Models developed from the new network are expected to lead to identification of critical data and modelling gaps from a One Health perspective. By identifying the gaps, the network will be able to target surveillance and data and use the data in the disease modelling. For example, the network, which includes Indigenous collaborators, will work with Indigenous communities to address their specific concerns in the modelling and improve early warning capacity.
The Mathematics for Public Health (MfPH) initiative
The Mathematics for Public Health (MfPH) initiative is a collaboration between The Fields Institute, the Atlantic Association for Research in Mathematical Sciences (AARMS), the Centre de Recherches Mathématiques (CRM), and the Pacific Institute for Mathematical Sciences (PIMS). It establishes a pan-Canadian, Emerging Infectious Disease Modelling (EIDM) network that aims to apply advanced mathematical techniques to help achieve public health objectives.

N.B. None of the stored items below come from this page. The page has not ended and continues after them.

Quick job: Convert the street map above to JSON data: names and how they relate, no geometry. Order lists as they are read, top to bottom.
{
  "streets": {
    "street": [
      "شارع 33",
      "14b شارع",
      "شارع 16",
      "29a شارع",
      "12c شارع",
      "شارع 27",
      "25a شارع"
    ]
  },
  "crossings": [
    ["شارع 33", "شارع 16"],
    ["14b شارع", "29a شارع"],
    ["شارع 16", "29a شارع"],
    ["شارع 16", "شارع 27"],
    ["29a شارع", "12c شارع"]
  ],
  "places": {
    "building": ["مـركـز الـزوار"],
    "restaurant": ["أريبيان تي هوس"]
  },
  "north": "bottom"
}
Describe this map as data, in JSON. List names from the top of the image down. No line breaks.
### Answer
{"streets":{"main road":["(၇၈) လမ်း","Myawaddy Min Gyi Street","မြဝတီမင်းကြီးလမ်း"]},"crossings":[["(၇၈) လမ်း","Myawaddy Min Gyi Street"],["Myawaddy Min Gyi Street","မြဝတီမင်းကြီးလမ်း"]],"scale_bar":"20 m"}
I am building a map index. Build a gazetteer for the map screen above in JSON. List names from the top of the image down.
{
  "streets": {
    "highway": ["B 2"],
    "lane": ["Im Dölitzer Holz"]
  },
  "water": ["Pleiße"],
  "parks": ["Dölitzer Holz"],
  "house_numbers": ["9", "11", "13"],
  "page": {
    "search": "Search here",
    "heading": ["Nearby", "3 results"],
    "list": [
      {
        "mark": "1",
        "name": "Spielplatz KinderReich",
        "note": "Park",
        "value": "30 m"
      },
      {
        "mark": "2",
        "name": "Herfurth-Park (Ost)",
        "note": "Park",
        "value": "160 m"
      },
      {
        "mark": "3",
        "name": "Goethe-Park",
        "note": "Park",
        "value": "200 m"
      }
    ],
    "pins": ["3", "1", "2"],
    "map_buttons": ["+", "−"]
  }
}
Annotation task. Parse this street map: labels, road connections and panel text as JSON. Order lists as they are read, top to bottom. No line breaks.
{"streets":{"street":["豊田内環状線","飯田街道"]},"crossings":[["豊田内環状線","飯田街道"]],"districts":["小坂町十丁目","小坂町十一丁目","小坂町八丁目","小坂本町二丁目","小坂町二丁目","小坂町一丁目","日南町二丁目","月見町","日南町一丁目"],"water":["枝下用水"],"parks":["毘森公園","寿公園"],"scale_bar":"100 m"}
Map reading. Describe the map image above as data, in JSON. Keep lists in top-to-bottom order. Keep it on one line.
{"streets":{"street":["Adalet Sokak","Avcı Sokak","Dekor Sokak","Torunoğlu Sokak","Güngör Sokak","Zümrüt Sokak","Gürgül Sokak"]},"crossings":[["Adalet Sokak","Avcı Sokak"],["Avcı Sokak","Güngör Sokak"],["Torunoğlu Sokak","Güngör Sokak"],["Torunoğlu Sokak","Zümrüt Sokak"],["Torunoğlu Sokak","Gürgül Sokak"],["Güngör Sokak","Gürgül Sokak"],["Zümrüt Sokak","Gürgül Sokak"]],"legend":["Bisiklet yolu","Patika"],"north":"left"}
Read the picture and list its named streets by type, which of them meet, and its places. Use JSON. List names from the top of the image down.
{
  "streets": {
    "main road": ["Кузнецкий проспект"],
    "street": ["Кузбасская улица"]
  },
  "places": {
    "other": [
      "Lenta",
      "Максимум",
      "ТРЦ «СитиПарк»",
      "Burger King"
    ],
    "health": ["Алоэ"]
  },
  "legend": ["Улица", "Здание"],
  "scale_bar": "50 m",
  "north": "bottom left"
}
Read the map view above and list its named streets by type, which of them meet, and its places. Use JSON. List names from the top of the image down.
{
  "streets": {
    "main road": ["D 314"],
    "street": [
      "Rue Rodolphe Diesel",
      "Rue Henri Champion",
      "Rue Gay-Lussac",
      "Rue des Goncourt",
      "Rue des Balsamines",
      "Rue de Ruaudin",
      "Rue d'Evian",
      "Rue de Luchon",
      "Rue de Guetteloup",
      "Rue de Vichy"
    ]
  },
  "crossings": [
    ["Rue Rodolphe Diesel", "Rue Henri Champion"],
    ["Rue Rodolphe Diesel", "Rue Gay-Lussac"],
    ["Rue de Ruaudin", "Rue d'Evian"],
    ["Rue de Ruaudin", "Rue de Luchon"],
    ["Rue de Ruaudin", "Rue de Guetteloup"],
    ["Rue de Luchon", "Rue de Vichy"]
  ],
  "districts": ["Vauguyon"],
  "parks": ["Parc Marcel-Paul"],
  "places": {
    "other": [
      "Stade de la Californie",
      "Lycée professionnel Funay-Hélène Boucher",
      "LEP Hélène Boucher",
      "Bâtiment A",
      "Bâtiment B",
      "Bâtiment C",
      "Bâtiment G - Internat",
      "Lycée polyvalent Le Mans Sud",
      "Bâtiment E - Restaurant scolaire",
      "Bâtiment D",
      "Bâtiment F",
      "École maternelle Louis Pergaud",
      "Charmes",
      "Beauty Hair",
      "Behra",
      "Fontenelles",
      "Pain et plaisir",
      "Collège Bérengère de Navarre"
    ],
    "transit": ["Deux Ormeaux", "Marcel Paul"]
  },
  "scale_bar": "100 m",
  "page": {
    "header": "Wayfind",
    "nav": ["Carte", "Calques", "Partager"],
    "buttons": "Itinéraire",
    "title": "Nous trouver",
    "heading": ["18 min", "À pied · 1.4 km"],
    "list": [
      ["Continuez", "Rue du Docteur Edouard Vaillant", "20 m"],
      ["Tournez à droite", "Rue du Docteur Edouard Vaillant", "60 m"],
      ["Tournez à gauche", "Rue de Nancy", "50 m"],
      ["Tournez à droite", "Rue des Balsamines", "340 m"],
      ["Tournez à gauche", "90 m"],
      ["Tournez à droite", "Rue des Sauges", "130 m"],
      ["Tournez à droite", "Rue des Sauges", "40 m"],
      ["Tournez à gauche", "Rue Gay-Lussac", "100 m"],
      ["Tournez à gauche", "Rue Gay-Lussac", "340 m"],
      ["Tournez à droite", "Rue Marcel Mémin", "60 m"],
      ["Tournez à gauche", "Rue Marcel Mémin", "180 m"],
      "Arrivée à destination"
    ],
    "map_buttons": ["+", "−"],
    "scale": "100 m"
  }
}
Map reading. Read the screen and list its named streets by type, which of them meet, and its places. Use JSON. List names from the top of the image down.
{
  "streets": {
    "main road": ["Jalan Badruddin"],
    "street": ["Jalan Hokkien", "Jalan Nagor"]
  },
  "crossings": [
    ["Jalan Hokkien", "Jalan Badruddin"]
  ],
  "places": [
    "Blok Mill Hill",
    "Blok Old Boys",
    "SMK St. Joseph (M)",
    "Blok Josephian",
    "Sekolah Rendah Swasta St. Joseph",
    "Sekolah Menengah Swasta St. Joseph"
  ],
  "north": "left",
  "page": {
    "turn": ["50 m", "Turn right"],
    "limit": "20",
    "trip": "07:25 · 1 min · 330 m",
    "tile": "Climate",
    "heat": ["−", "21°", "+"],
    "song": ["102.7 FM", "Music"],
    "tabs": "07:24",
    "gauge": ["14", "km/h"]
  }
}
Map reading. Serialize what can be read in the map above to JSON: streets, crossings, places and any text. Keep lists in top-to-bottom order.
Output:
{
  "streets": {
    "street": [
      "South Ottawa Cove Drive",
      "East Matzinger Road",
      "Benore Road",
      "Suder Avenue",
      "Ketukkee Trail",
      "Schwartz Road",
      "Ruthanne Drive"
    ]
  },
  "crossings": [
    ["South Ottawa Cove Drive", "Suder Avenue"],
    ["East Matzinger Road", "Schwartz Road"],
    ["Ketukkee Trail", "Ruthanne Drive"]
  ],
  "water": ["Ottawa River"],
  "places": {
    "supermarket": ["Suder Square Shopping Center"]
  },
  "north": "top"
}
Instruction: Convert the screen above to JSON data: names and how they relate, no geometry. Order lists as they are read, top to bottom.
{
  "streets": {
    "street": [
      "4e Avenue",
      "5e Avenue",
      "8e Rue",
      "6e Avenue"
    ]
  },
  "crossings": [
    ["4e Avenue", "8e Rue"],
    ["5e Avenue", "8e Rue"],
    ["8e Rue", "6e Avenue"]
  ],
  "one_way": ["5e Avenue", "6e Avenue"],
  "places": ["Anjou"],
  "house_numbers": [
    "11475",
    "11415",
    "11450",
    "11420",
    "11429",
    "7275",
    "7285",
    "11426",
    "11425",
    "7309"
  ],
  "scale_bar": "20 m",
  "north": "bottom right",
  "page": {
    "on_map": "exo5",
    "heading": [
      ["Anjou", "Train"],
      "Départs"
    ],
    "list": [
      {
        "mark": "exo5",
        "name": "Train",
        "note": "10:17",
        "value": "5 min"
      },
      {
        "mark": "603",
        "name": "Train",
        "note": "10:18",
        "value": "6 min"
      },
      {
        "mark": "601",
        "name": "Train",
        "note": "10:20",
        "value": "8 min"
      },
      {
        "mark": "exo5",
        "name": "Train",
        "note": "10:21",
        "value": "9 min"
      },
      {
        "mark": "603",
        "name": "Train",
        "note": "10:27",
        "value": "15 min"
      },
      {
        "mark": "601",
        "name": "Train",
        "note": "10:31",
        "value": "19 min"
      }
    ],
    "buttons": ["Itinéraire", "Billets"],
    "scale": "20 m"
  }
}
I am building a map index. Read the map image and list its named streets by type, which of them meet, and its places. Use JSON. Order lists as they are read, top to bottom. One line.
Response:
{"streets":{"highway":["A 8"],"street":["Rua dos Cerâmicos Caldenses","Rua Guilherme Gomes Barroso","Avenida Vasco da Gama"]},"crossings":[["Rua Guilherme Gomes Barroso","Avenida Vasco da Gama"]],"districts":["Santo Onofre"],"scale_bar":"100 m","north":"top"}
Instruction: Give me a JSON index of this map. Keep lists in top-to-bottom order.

The MfPH group is comprised of 48 co-investigators, 21 Canadian institutions and more than 20 national and international collaborators in fields such as epidemiology, mathematical modelling, infectious disease, and public health. It will mobilize a national network that uses state-of-the-art techniques to advise on public health policy with the long-term goal of boosting future epidemic preparedness and improving Canada’s resilience in emergency situations.
“The establishment of this network is critical at this time,” says Wu. “It will accelerate our ability to respond to the current pandemic swiftly and accurately, and prepare for future public health emergencies.”
York University brings an interdisciplinary perspective to this national network and modelling platform, with expertise including mathematical modelling, disaster management and emergency operations, smart transportation systems, economic and financial risk assessment, and computational epidemiology.
Including Wu, there are eight York University co-applicants involved in this project: Professors Seyed Moghadas, Shengyuan (Michael) Chen, Ed Furman, and Jude Kong, all from the Department of Mathematics & Statistics; Professor Peter Park, Lassonde School of Engineering; and Ali Asgary, and Ida Ferrara, professors in the Faculty of Liberal Arts & Professional Studies.